Johnson

William Ernest Johnson


Born: 23 June 1858 in Cambridge, Cambridgeshire, England
Died: 14 Jan 1931 in Northampton, England




William Johnson was a pupil at a school in Cambridge where his father was the headmaster. In 1879 he entered King's College Cambridge becoming 11th wrangler in the mathematical tripos of 1882. Johnson held various temporary positions around Cambridge for the 19 years.

During this time he published three papers on Boolean logic and one on probability. In 1902 he obtained a Fellowship at Kings and taught there. He was a shy, sickly man but a popular and respected teacher. One of his students persuaded him to publish Logic.

Logic, Johnson's most important work, is in three volumes, the fourth on probability was never finished but the parts which were written were published as Mind after his death. Logic won him considerable fame and honorary degrees.

Johnson viewed probability as expressing logical relations between evidence propositions and hypothesis propositions. He was opposed to the frequency interpretation of probability. His views on the foundations of probability theory influenced Keynes and others.

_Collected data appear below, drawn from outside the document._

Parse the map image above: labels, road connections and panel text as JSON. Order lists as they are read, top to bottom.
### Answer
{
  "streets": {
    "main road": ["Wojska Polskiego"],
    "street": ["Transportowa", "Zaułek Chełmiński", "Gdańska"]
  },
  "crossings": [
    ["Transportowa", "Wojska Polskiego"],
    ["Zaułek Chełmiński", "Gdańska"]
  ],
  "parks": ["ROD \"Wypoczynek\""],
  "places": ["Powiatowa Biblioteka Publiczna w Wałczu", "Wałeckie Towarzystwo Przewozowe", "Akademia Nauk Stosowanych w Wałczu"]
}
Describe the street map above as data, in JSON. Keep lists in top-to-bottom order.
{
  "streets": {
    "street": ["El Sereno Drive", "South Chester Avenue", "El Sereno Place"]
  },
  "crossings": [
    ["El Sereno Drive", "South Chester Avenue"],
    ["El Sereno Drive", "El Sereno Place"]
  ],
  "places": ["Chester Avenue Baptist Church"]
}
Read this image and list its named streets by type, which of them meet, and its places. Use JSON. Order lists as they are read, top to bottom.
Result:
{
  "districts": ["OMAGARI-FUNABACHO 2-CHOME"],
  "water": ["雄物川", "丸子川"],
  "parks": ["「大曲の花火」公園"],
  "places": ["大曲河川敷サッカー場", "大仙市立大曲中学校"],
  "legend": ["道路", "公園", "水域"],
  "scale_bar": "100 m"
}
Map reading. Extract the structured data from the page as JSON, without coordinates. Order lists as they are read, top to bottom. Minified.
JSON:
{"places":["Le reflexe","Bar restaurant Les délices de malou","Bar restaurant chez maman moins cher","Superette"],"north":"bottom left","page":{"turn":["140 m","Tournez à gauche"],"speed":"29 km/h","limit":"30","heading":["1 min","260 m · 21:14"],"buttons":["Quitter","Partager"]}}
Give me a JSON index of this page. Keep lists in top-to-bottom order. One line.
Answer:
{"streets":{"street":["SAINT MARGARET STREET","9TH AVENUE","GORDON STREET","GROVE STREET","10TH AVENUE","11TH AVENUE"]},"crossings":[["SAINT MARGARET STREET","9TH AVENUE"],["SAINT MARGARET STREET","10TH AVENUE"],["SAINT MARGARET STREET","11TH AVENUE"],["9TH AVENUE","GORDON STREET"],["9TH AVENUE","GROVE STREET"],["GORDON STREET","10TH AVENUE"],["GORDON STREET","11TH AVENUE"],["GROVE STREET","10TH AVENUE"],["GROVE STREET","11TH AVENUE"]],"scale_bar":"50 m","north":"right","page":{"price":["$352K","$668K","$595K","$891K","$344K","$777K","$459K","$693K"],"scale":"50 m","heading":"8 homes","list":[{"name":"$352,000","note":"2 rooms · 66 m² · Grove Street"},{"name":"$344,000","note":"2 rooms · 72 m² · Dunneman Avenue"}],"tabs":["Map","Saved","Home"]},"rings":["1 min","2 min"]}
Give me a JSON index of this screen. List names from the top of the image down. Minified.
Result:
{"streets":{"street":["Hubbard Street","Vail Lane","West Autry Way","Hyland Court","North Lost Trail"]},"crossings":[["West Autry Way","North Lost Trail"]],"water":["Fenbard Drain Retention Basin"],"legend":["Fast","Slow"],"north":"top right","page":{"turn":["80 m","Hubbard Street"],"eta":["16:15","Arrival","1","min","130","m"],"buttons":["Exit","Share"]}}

In [2] some aspects of his work is discussed:-

How do Bayesians justify using conjugate priors on grounds other than mathematical convenience? In the 1920s the Cambridge philosopher William Ernest Johnson in effect characterized symmetric Dirichlet priors for multinomial sampling in terms of a natural and easily assessed subjective condition. Johnson's proof can be generalized to include asymmetric Dirichlet priors and those finitely exchangeable sequences with linear posterior expectation of success. Some interesting open problems that Johnson's result raises, and its historical and philosophical background, are also discussed.